**WORK TO COMPLETE**
Set out the records below again exactly; skip the images.

Collected data entries:
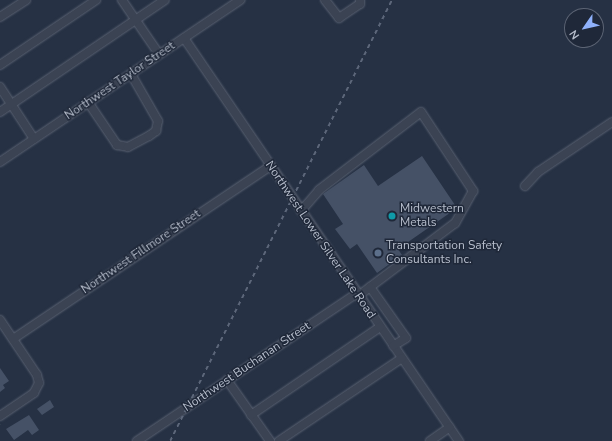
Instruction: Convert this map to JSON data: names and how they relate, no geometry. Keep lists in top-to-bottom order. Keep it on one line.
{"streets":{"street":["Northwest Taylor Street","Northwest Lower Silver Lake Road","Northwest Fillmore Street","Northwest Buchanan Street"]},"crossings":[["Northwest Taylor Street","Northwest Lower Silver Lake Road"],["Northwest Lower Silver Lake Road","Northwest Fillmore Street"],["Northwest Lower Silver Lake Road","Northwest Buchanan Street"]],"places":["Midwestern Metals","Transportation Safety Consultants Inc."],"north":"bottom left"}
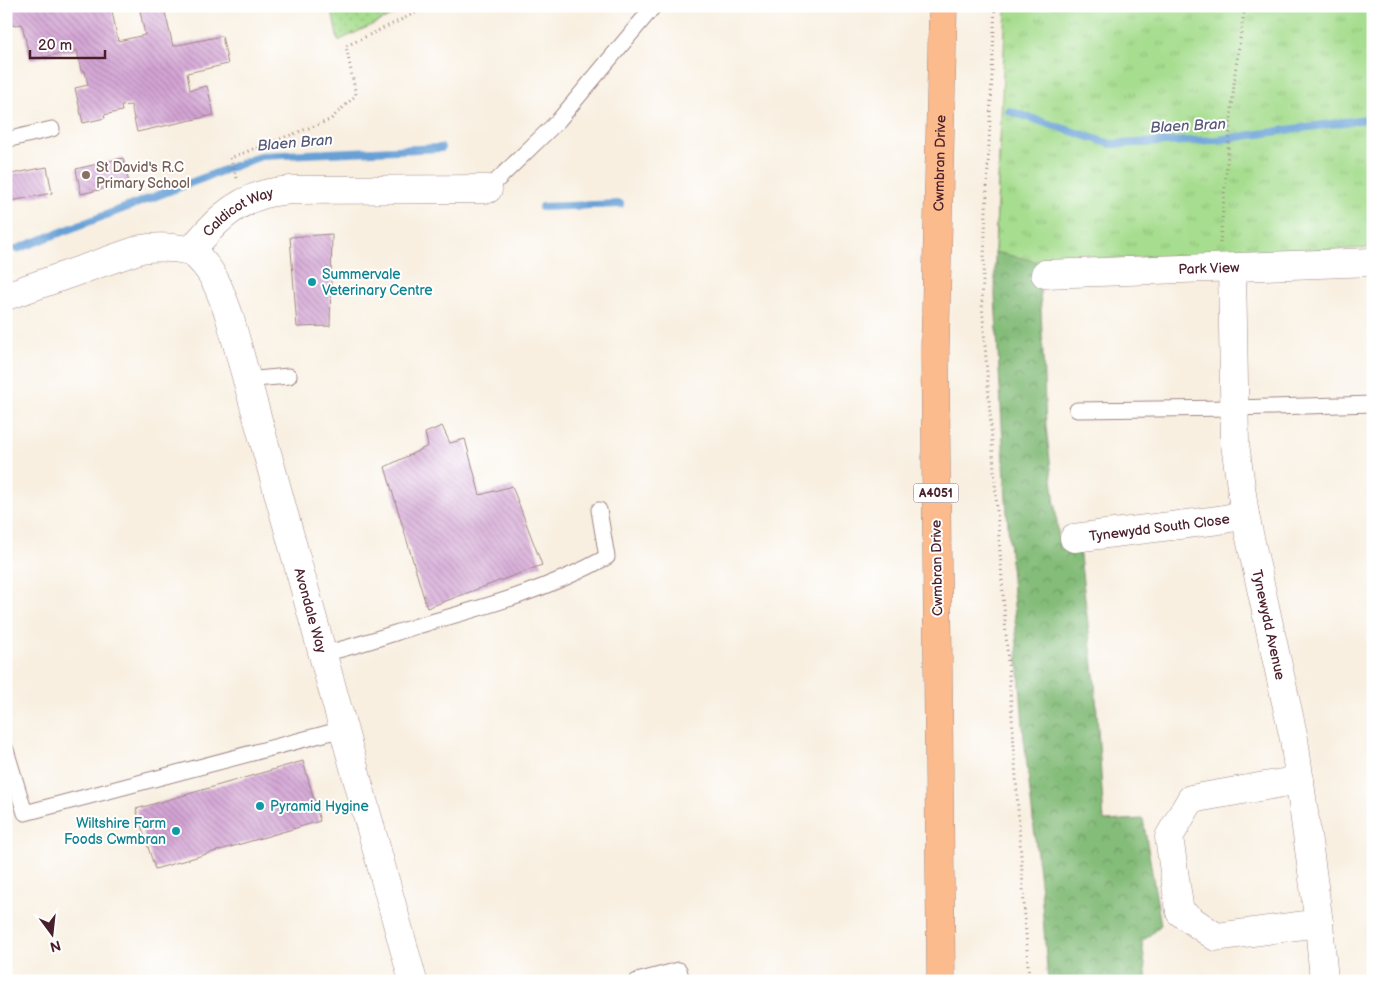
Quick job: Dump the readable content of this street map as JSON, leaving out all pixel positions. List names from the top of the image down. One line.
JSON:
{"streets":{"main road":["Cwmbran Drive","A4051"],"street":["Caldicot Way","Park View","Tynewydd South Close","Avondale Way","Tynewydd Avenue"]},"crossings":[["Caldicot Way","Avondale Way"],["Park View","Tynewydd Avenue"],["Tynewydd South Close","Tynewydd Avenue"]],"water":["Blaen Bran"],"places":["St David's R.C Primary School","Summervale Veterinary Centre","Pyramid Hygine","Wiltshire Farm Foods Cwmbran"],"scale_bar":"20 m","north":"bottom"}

**TASK SOLUTION**
Instruction: Convert this map to JSON data: names and how they relate, no geometry. Keep lists in top-to-bottom order. Keep it on one line.
{"streets":{"street":["Northwest Taylor Street","Northwest Lower Silver Lake Road","Northwest Fillmore Street","Northwest Buchanan Street"]},"crossings":[["Northwest Taylor Street","Northwest Lower Silver Lake Road"],["Northwest Lower Silver Lake Road","Northwest Fillmore Street"],["Northwest Lower Silver Lake Road","Northwest Buchanan Street"]],"places":["Midwestern Metals","Transportation Safety Consultants Inc."],"north":"bottom left"}
Quick job: Dump the readable content of this street map as JSON, leaving out all pixel positions. List names from the top of the image down. One line.
JSON:
{"streets":{"main road":["Cwmbran Drive","A4051"],"street":["Caldicot Way","Park View","Tynewydd South Close","Avondale Way","Tynewydd Avenue"]},"crossings":[["Caldicot Way","Avondale Way"],["Park View","Tynewydd Avenue"],["Tynewydd South Close","Tynewydd Avenue"]],"water":["Blaen Bran"],"places":["St David's R.C Primary School","Summervale Veterinary Centre","Pyramid Hygine","Wiltshire Farm Foods Cwmbran"],"scale_bar":"20 m","north":"bottom"}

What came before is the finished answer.